We just took a snack from the gas station and then walked into the town centre. Höfn is said to be the metropolis of south-eastern Iceland, but it is really a small village compared to continental European standard. We just walked along the main road, pass by the campsite and into the harbour. Unfortunately, some attractions like the Stone Museum and the Glacier Exhibition were already closed. The lobster restaurant looked very inviting and quite busy but looking at the price list made me jolt back from my reverie. I thought I’ll just reserve my cravings next time I come to Palawan and visit my favourite restaurant, the Ka Lui.
We soon came to the harbour with the scenic view of the mountains behind the town and wanted to proceed to the Sailors Monument, but the path was crowded by angry looking arctic terns which looked like nesting in the meadows. After having experienced these angry birds in Grundarfjörður early in our journey, my friend insisted on taking another path along the waters.
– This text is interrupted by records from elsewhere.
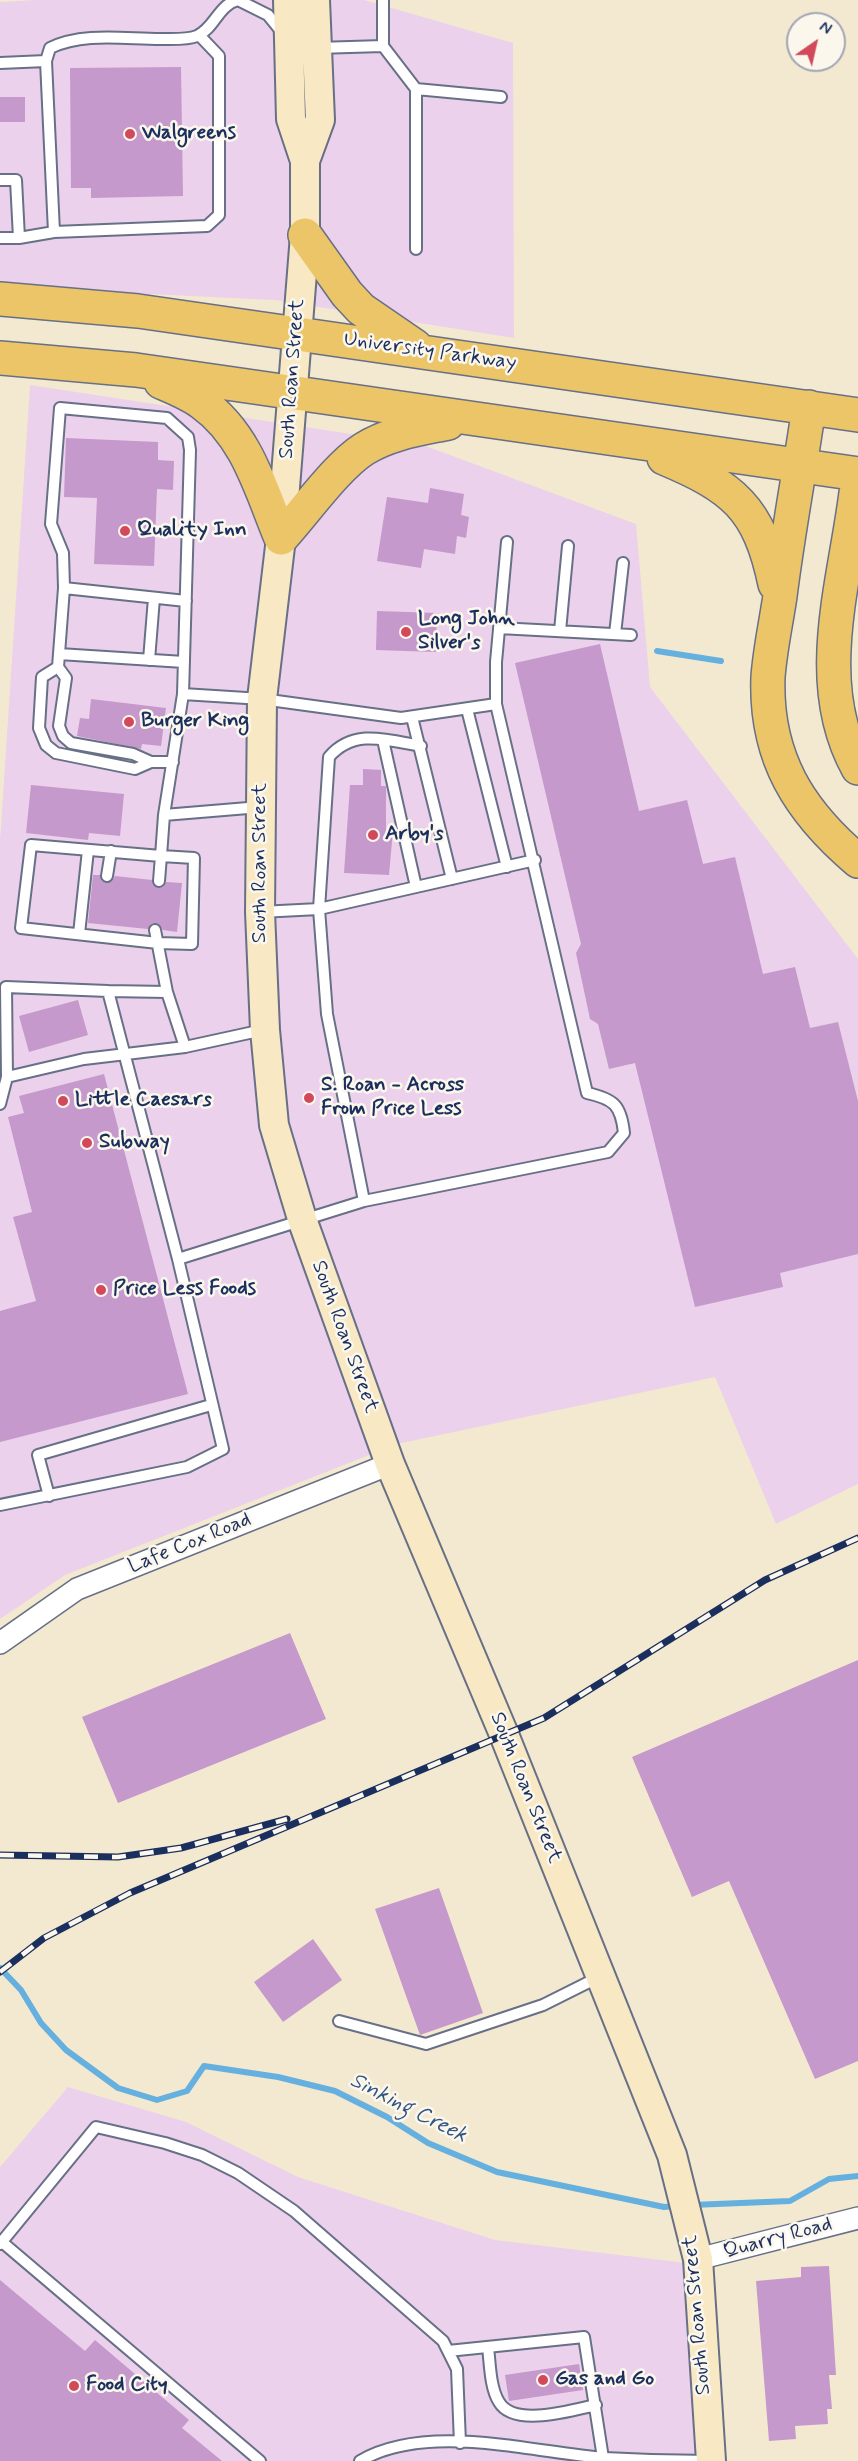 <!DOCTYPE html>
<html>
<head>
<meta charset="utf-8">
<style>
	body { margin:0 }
	#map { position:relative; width:858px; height:2461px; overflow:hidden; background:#f3e9d0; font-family:Mynerve,sans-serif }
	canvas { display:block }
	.north { position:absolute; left:786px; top:12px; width:60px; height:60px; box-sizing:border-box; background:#fbf7ec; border:2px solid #a1a7b3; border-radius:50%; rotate:34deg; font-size:16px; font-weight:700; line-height:24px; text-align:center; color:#1b2f5e }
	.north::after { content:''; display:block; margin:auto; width:21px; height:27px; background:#d1495b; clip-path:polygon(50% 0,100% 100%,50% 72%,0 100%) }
</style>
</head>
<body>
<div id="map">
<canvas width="858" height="2461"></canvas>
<div class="north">N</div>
</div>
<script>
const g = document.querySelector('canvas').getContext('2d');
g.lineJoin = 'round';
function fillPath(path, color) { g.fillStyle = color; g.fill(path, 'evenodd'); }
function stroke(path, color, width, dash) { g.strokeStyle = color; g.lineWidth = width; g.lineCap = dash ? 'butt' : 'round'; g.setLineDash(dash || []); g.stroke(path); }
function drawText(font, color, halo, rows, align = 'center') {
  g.font = font + ' Mynerve,sans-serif'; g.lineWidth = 5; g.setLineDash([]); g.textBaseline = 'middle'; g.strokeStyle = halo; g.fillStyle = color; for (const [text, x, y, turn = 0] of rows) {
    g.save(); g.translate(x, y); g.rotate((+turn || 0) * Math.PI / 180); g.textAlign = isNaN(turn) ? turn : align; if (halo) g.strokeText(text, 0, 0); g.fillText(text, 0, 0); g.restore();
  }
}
const built = new Path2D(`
	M36,0H364L513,43L514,338L275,300L0,287V2Z
	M30,385L423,445L636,524L650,687L858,959V1484L776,1524L715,1377L397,1444L65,1575L0,1619V841Z
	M68,2087L186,2122L298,2177L495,2240L686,2263L698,2461H0V2167Z`);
const stream = new Path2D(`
	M657,651L721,661
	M0,1968L21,1990L41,2023L66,2050L118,2088L157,2100L187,2091L204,2066L278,2077L335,2091L387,2117L428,2143L497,2172L664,2207L676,2206
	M692,2205L790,2201L829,2179L858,2176`);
const building = new Path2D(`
	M181,67L183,196L91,198V188H71L70,68Z
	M0,97H25V122H0Z
	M66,438L158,442V460L174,461L173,490L157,489L154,566L94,564L97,498L64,497Z
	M430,488L464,494L461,515L469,517L466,538L457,536L455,554L424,549L421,568L377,561L387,497L428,503Z
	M377,611L437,613L436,652L376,650Z
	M600,644L639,811L687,800L703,864L735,857L763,974L795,967L810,1028L838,1022L858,1101V1254L780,1273L783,1287L695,1307L635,1063L609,1069L598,1024L590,1019L576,953L581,944L515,663Z
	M91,699L166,708L161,746L142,744L141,749L77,736L80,718L89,719Z
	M363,769L381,770V786H386V830H393L389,875L344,873L350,785H363Z
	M31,785L124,794L120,836L89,833L88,840L26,833Z
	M93,875H100L102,881L106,883L112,881L115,876L152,880L158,888L163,887L166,882L182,883L177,932L163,930L157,923L151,924L148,929L88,923Z
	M78,1000L88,1035L29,1052L19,1016Z
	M104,1074L188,1394L0,1442V1311L36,1301L13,1217L32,1212L8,1117L24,1113L19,1096Z
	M290,1633L326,1719L118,1803L82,1717Z
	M858,1660V2061L815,2079L729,1881L692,1897L632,1757Z
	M439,1888L483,2013L420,2035L375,1909Z
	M313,1939L342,1980L283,2022L254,1982Z
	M829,2266L836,2375H829L832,2409H827L828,2424L795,2426L796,2439L769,2441L756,2281L801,2277V2267Z
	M0,2280L85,2351L95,2340L189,2420L182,2428L222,2461H0Z
	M579,2364L583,2390L509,2401L505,2375Z`);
const lane = new Path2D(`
	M238,0L268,15L281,31
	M199,35L219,56V215L207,226L54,232L46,61L50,48C83,32 124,39 160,39C172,39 187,40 197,36C215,28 218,5 238,0
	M383,46L416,89V249
	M317,48L383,46V0
	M0,63L46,61
	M416,89L501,97
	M0,180H16L19,238L54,232
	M0,238H19
	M64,588L58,667L66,678L59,726L63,736L71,743L133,754L151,762H173
	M186,601L64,588L63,553L51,524L60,408L167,418L188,437L190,450L183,694L262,699L401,718L496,704
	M499,628L631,635
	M560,631L568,546
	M615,634L623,563
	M59,654L184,662
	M149,660L154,598
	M58,667L42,677L39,728L46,745L56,753L135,769L151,762
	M183,694L164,815L260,807
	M467,709L507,867
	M412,717L452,879
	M383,740L416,887
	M107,876L111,851
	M159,881L161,856L194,858L192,944L158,943L21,928L31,845L161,856L164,815
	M260,912L319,909L535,860
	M155,930L167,992L185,1047
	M79,934L88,850
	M7,1077L84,1059L185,1047L263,1030
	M0,1104L7,1077L6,987L108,991
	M364,1201L327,1014L319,909L329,757C354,728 387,740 421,746
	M178,1259L364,1201L608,1152L624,1133C621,1105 614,1099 587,1093L496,704V662L507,542
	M49,1496L38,1455L211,1405
	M0,1505L187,1467L223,1449L178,1259L108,991L167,992
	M339,2021L426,2044L543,2005L601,1976
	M2,2242L260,2461
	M0,2244L96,2127L165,2143L202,2155L238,2173L294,2211L443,2341L457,2369L460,2443
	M488,2347C490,2363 490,2388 499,2402C514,2428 573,2410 596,2405
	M448,2351L584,2337L603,2458
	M360,2461C427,2422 531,2452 604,2458C639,2460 675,2461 710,2461`);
const street = new Path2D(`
	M0,1643L77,1589L390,1464
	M698,2259L858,2218`);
const secondary = new Path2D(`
	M288,0L291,119L305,161V235L281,538L262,699L260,912L265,1030L274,1125L303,1222L390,1464L503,1732L672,2155L698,2259L711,2461
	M305,161L320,120L315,0`);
const highway = new Path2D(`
	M305,235L347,294L361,309L415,346
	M0,299L138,311L858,415
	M0,358L136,370L858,474
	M161,382C175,388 190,394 202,403C247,435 261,490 281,538C304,513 337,466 364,449C390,433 419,429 448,423
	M809,407C800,470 788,532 780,596C776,623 770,650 768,677C765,757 799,811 858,861
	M664,458C733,487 759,507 775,584
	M858,476C849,571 808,678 858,768`);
const rail = new Path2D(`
	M0,1855L118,1857L181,1848L287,1819
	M0,1972L44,1938L130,1893L544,1718L765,1580L858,1538`);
const markers = [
	[130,134,6,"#d1495b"],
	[125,531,6,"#d1495b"],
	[406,632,6,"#d1495b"],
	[129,722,6,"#d1495b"],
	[373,835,6,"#d1495b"],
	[309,1098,6,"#d1495b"],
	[63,1101,6,"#d1495b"],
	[87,1143,6,"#d1495b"],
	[101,1290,6,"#d1495b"],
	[543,2380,6,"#d1495b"],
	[74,2386,6,"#d1495b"]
];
const poiNames = [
	["Walgreens",142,134],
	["Quality Inn",137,531],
	["Long John",418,620],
	["Silver's",418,644],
	["Burger King",141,722],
	["Arby's",385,835],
	["S. Roan - Across",321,1086],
	["From Price Less",321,1110],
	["Little Caesars",75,1101],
	["Subway",99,1143],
	["Price Less Foods",113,1290],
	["Gas and Go",555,2380],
	["Food City",86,2386]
];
const streetNames = [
	["University Parkway",430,352,8],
	["South Roan Street",293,379,-86],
	["South Roan Street",261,863,-90],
	["South Roan Street",344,1337,70],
	["Lafe Cox Road",190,1544,-22],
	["South Roan Street",525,1788,68],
	["Quarry Road",778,2239,-15],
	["South Roan Street",698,2315,-95]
];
const waterNames = [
	["Sinking Creek",408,2109,27]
];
fillPath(built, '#ebd1eb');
stroke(stream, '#65b0de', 6);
fillPath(building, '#c599cb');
stroke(lane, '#677086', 14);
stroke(street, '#677086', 24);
stroke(secondary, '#677086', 32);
stroke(highway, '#677086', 36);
stroke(lane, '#fff', 10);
stroke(street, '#fff', 21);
stroke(secondary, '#f8e8c3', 28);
stroke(highway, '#edc569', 33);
stroke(rail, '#1b2f5e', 7);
stroke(rail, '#fbf7ec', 4.5, [14]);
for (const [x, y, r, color] of markers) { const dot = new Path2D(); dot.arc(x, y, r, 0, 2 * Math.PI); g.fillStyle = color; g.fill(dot); stroke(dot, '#fbf7ec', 2); }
drawText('bold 21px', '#1b2f5e', '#fbf7ec', poiNames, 'left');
drawText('21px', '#1b2f5e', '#fbf7ec', streetNames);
drawText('italic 22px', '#315684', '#fbf7ec', waterNames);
</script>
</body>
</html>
When we were at the monument, there were a couple who dared to go directly through the way and hid their heads under their hoodies to get through the scary swarm. We preferred to take the path along the waters going back.
After our detour to the monument, we walked along the coast. There was a walking path where you can stroll on into the town and the view of the tongues of Vatnajökull glacier. There was a small hill that serves as a platform facing the other side of the peninsula. We stayed there a bit, had a shortstop to photograph the church and to the gas station where we bought our dinner.
Later I went back to the coast to take some more sunset photos, which was no earlier than midnight.